YOUR ASSIGNMENT: Quote the entries below from the line with "M919,55L1333,347L1345,361L1375,410L1398,436L1538,568" through the line with "M277,741L280,744L282,742L304,757", both ends included, and only those lines.

EXTRACTED ENTRIES:
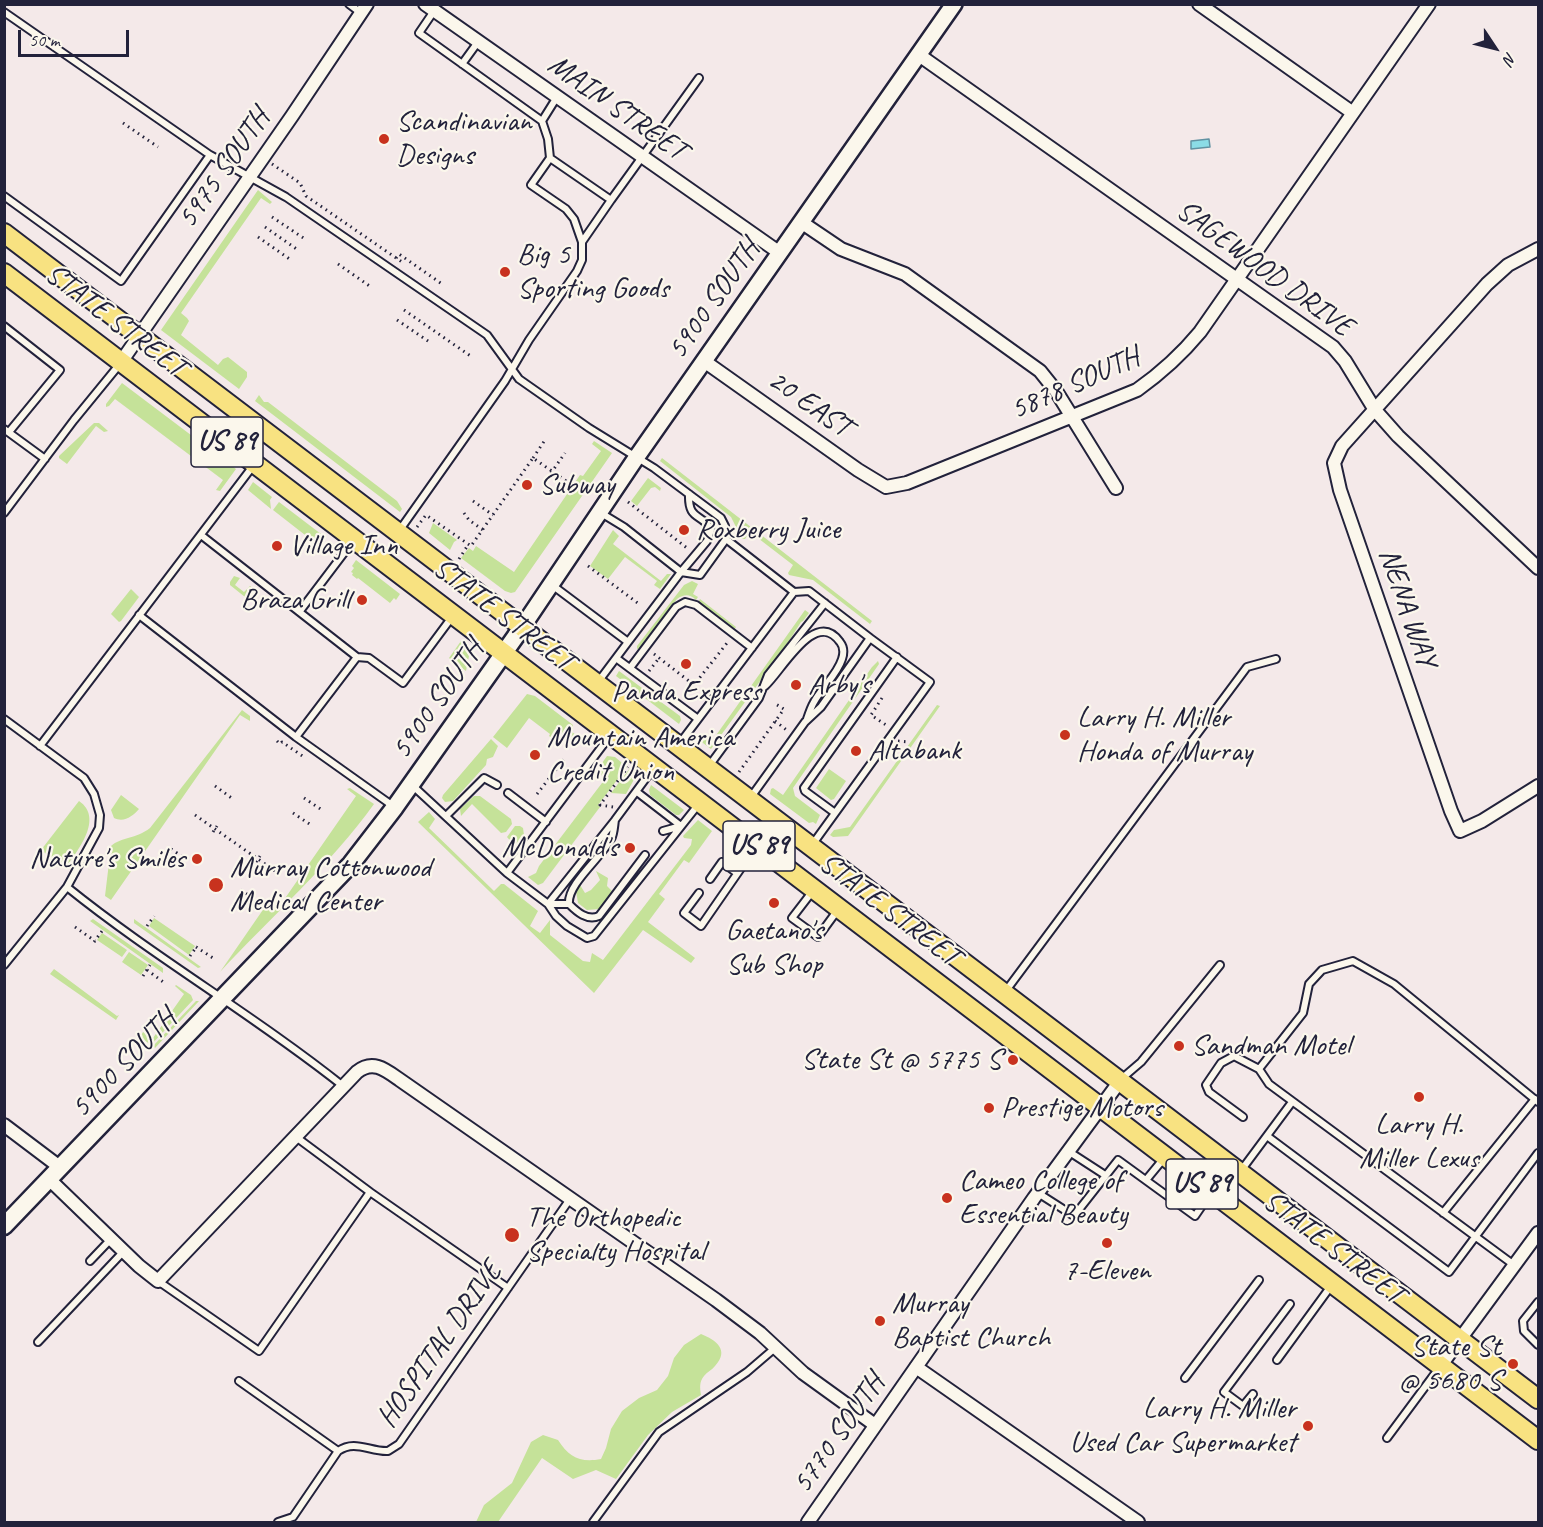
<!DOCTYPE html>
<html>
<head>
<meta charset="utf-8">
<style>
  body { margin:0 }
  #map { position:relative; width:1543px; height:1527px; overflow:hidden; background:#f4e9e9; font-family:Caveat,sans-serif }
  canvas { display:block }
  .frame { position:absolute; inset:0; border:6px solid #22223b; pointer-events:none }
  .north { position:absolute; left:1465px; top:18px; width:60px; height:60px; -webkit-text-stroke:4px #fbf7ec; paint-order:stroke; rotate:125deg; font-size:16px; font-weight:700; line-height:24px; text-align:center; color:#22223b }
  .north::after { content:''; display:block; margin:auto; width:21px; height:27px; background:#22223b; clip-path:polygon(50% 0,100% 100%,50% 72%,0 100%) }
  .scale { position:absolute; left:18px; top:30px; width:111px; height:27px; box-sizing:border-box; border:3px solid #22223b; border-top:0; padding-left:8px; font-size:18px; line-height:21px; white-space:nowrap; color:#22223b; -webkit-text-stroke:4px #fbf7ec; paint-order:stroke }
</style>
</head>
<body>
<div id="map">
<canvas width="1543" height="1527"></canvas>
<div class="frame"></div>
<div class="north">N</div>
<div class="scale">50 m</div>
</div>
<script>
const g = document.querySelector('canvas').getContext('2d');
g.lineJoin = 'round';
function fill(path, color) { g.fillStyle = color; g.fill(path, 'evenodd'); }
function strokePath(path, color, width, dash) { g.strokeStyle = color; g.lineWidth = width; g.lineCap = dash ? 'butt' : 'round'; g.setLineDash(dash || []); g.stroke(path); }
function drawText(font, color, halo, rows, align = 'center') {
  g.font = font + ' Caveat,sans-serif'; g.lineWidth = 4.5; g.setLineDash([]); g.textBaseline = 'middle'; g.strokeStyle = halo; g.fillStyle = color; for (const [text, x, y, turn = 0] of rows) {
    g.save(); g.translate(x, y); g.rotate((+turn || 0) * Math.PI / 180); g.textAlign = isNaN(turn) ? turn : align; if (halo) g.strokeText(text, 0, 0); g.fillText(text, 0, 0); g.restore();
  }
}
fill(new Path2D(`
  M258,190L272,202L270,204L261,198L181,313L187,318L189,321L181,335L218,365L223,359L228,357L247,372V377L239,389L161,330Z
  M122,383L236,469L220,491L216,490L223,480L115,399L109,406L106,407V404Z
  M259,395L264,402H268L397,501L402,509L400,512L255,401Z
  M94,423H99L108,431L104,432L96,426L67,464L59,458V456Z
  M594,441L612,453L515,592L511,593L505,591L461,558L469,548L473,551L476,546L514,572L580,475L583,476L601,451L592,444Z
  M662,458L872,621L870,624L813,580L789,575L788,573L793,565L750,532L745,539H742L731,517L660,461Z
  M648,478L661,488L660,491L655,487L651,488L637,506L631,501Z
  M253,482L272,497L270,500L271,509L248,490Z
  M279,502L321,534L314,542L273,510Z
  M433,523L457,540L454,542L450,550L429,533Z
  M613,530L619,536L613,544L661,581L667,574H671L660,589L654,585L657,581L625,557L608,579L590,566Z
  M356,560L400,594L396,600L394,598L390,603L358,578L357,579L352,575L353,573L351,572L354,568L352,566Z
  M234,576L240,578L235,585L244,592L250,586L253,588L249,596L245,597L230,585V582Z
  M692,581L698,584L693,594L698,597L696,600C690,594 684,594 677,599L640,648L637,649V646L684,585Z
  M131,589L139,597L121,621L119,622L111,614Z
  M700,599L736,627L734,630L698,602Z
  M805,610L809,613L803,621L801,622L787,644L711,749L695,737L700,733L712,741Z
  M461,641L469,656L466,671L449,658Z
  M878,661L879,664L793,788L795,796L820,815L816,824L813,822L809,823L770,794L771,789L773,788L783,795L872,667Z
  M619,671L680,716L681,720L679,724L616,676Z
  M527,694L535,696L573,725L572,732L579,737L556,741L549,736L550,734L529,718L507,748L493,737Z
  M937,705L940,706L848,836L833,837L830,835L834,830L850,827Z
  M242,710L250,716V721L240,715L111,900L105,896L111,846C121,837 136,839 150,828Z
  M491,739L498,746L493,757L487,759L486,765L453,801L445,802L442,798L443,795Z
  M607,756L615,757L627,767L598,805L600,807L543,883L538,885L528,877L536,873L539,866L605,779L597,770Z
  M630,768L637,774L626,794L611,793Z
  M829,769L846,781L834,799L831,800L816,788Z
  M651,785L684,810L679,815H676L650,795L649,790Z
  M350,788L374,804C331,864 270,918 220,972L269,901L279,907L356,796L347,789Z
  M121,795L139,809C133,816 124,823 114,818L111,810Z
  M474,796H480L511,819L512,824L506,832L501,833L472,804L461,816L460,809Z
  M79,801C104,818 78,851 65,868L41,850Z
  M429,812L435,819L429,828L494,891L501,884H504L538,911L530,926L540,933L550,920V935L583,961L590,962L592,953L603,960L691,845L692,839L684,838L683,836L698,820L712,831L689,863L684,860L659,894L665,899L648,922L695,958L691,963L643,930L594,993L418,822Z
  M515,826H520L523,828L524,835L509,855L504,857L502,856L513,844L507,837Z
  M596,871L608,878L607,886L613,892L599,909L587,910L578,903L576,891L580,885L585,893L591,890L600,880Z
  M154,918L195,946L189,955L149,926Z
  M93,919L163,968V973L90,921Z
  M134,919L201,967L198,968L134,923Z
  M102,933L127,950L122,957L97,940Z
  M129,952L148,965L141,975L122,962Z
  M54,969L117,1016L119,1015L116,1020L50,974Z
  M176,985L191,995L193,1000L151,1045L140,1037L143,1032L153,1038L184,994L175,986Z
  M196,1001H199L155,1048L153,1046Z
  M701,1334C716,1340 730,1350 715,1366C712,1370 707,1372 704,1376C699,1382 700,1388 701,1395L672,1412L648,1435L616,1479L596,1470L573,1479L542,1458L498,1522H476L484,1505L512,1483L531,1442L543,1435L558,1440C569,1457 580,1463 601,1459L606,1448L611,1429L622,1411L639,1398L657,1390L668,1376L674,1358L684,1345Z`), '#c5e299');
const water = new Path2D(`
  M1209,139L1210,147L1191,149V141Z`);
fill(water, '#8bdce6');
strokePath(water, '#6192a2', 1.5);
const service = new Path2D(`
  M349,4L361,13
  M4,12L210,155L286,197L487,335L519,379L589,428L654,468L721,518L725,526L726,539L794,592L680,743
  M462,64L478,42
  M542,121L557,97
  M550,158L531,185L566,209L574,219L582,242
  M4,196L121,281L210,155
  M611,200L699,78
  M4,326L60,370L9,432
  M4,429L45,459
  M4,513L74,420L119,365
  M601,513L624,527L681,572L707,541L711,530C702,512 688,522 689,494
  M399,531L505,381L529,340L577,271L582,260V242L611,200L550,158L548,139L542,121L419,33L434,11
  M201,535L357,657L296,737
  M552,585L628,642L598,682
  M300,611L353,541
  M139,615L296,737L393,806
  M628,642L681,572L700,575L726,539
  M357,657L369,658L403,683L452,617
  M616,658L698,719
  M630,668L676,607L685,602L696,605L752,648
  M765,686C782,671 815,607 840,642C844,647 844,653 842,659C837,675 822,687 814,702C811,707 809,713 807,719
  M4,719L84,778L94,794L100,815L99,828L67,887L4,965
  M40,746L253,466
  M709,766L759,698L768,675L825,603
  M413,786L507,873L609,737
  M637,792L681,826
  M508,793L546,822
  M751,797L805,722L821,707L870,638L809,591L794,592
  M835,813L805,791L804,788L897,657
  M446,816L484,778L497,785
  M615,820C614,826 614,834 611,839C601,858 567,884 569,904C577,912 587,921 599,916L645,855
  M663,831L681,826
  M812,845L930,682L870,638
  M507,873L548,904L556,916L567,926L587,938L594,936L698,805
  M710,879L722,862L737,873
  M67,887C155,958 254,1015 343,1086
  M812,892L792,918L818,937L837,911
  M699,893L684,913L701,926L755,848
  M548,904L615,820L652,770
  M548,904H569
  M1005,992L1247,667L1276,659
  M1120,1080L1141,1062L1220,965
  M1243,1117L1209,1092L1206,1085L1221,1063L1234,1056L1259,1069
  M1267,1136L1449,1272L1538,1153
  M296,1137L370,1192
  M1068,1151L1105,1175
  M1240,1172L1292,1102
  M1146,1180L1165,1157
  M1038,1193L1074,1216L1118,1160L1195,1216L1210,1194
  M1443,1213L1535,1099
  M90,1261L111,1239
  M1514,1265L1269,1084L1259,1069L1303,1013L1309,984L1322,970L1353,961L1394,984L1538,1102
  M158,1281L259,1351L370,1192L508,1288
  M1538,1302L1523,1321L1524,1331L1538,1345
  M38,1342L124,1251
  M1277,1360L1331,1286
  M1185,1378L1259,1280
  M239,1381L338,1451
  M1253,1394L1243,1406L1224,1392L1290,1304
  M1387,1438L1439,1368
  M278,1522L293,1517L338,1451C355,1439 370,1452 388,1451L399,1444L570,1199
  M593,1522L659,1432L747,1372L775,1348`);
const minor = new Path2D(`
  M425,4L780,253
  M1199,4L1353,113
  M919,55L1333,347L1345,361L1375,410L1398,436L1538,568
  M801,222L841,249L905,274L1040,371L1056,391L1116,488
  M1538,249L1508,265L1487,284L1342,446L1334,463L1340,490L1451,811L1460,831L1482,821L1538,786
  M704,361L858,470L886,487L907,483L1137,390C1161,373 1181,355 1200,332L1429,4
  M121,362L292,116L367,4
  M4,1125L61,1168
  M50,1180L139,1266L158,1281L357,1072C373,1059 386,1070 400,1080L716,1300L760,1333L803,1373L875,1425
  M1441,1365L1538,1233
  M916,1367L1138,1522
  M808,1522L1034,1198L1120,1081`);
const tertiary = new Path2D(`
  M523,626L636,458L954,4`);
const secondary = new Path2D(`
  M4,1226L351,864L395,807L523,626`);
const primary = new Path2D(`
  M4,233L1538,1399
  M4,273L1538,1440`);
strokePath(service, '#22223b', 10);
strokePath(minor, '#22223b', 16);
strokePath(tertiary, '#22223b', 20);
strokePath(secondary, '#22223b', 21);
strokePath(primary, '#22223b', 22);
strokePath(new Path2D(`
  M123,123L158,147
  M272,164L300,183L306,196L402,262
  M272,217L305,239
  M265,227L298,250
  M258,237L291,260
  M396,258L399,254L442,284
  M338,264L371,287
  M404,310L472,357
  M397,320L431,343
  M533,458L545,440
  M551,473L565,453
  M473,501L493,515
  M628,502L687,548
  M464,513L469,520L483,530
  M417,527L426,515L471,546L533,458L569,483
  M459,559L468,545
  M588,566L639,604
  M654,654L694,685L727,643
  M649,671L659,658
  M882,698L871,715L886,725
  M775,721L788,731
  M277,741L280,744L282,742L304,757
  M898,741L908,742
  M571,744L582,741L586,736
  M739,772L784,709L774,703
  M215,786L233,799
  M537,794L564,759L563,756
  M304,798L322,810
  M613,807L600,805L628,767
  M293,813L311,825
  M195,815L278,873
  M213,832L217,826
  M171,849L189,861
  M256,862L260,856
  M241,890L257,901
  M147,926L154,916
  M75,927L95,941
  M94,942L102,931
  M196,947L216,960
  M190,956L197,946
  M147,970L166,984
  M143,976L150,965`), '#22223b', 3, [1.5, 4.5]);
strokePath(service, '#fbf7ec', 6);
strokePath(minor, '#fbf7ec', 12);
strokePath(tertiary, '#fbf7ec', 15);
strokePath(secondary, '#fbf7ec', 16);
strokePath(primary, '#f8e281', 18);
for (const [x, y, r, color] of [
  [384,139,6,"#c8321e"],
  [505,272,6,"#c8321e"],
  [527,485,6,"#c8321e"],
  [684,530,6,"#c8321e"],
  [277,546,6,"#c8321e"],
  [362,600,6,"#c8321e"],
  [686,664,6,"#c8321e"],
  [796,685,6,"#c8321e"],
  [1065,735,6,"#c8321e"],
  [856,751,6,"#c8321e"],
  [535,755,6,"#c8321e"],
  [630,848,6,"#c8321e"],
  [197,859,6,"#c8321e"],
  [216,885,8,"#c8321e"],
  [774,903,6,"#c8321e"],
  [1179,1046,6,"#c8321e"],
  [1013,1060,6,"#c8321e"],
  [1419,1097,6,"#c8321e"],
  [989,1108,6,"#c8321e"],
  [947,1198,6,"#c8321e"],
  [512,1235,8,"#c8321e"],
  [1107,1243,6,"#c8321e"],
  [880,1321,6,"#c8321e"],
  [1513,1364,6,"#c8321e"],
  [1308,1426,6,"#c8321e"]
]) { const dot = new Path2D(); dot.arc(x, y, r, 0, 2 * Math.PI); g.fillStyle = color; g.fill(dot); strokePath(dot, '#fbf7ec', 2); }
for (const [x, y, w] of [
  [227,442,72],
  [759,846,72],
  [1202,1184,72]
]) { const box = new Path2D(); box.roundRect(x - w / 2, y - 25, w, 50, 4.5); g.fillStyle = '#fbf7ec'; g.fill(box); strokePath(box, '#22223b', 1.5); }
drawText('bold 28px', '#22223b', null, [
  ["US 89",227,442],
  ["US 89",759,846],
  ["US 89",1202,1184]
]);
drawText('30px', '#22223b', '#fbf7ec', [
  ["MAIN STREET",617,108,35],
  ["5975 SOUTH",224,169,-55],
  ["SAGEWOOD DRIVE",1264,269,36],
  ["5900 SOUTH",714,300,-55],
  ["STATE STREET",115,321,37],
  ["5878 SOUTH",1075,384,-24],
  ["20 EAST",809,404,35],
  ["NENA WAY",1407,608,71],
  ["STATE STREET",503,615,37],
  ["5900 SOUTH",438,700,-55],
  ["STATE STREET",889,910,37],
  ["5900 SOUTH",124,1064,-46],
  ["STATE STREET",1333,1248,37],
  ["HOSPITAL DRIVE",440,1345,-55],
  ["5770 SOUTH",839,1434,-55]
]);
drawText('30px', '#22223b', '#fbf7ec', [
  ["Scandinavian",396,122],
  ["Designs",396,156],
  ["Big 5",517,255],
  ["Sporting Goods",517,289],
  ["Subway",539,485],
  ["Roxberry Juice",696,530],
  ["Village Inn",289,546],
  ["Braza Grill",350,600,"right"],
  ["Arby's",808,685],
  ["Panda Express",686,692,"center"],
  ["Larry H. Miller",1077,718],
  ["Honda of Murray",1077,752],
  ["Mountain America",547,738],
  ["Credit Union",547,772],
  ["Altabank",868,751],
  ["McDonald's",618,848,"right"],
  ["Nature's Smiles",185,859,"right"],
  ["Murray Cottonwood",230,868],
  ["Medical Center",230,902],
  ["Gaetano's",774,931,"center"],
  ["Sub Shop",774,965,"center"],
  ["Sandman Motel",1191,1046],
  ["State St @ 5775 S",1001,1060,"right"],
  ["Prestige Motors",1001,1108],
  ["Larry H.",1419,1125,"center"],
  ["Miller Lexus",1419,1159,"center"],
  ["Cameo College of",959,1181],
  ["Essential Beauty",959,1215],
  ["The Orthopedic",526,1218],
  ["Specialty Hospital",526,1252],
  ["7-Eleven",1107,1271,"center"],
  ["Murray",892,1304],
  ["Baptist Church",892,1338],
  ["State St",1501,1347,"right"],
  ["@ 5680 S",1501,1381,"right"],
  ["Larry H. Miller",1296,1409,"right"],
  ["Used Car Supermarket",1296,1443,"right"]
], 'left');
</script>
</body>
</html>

---

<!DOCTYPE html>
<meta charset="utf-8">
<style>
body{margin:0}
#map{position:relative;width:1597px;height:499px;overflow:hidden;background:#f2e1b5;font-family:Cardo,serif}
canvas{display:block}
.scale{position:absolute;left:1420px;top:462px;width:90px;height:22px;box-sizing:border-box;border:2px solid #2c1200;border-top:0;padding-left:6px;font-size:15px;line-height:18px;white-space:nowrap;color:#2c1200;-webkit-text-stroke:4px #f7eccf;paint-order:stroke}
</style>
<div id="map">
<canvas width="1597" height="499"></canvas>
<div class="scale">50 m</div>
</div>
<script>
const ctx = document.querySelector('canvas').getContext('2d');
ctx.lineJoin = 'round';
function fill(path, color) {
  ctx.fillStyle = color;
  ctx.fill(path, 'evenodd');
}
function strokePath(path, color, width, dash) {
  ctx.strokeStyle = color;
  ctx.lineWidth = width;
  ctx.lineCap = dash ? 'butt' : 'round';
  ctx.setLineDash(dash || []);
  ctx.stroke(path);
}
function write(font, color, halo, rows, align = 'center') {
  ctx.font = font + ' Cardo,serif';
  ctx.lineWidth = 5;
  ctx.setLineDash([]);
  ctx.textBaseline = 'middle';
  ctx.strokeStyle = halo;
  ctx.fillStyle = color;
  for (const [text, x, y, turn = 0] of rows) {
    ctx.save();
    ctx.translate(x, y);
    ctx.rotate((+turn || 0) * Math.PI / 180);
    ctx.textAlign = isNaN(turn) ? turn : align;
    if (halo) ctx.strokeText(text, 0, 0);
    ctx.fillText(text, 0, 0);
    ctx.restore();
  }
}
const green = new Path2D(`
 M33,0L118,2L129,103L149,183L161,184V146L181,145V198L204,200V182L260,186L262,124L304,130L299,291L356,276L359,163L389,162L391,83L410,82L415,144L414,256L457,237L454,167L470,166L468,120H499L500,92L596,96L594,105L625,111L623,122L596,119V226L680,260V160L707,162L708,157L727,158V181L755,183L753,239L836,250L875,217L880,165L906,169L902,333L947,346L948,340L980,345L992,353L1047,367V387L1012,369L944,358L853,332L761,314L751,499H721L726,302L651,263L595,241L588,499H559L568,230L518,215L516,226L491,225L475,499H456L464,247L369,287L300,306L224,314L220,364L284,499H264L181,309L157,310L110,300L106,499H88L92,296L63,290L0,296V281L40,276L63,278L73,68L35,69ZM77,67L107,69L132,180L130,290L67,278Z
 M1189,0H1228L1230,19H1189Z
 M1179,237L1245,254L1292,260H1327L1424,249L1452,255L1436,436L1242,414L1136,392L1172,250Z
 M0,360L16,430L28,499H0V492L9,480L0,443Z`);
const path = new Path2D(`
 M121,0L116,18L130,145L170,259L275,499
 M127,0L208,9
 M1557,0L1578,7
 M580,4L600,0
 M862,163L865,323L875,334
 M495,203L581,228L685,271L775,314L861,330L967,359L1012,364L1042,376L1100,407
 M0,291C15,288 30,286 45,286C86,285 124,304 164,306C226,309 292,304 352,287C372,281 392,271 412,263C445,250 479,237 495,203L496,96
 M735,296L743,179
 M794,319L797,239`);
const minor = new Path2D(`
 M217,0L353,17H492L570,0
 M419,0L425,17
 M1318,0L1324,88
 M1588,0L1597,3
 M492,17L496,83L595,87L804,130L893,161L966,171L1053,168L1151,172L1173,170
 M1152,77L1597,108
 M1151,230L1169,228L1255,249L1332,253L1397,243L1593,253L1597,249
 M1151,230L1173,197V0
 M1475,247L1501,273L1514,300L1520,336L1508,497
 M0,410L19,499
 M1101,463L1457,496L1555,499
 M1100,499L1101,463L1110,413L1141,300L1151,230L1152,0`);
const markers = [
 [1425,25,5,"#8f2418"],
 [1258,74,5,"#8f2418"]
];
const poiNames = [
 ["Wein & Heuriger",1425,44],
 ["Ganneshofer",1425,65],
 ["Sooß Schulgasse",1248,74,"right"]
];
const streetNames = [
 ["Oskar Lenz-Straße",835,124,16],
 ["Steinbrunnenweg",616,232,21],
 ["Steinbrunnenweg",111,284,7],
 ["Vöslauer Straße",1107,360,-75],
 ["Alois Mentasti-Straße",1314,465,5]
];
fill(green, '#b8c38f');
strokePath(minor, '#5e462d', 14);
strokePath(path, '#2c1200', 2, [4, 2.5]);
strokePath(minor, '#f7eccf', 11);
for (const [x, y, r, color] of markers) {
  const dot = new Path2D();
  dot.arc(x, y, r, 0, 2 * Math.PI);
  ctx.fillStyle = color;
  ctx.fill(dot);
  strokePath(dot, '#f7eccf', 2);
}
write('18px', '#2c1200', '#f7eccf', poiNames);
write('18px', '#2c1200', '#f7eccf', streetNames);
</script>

WRITTEN SOLUTION:
  M919,55L1333,347L1345,361L1375,410L1398,436L1538,568
  M801,222L841,249L905,274L1040,371L1056,391L1116,488
  M1538,249L1508,265L1487,284L1342,446L1334,463L1340,490L1451,811L1460,831L1482,821L1538,786
  M704,361L858,470L886,487L907,483L1137,390C1161,373 1181,355 1200,332L1429,4
  M121,362L292,116L367,4
  M4,1125L61,1168
  M50,1180L139,1266L158,1281L357,1072C373,1059 386,1070 400,1080L716,1300L760,1333L803,1373L875,1425
  M1441,1365L1538,1233
  M916,1367L1138,1522
  M808,1522L1034,1198L1120,1081`);
const tertiary = new Path2D(`
  M523,626L636,458L954,4`);
const secondary = new Path2D(`
  M4,1226L351,864L395,807L523,626`);
const primary = new Path2D(`
  M4,233L1538,1399
  M4,273L1538,1440`);
strokePath(service, '#22223b', 10);
strokePath(minor, '#22223b', 16);
strokePath(tertiary, '#22223b', 20);
strokePath(secondary, '#22223b', 21);
strokePath(primary, '#22223b', 22);
strokePath(new Path2D(`
  M123,123L158,147
  M272,164L300,183L306,196L402,262
  M272,217L305,239
  M265,227L298,250
  M258,237L291,260
  M396,258L399,254L442,284
  M338,264L371,287
  M404,310L472,357
  M397,320L431,343
  M533,458L545,440
  M551,473L565,453
  M473,501L493,515
  M628,502L687,548
  M464,513L469,520L483,530
  M417,527L426,515L471,546L533,458L569,483
  M459,559L468,545
  M588,566L639,604
  M654,654L694,685L727,643
  M649,671L659,658
  M882,698L871,715L886,725
  M775,721L788,731
  M277,741L280,744L282,742L304,757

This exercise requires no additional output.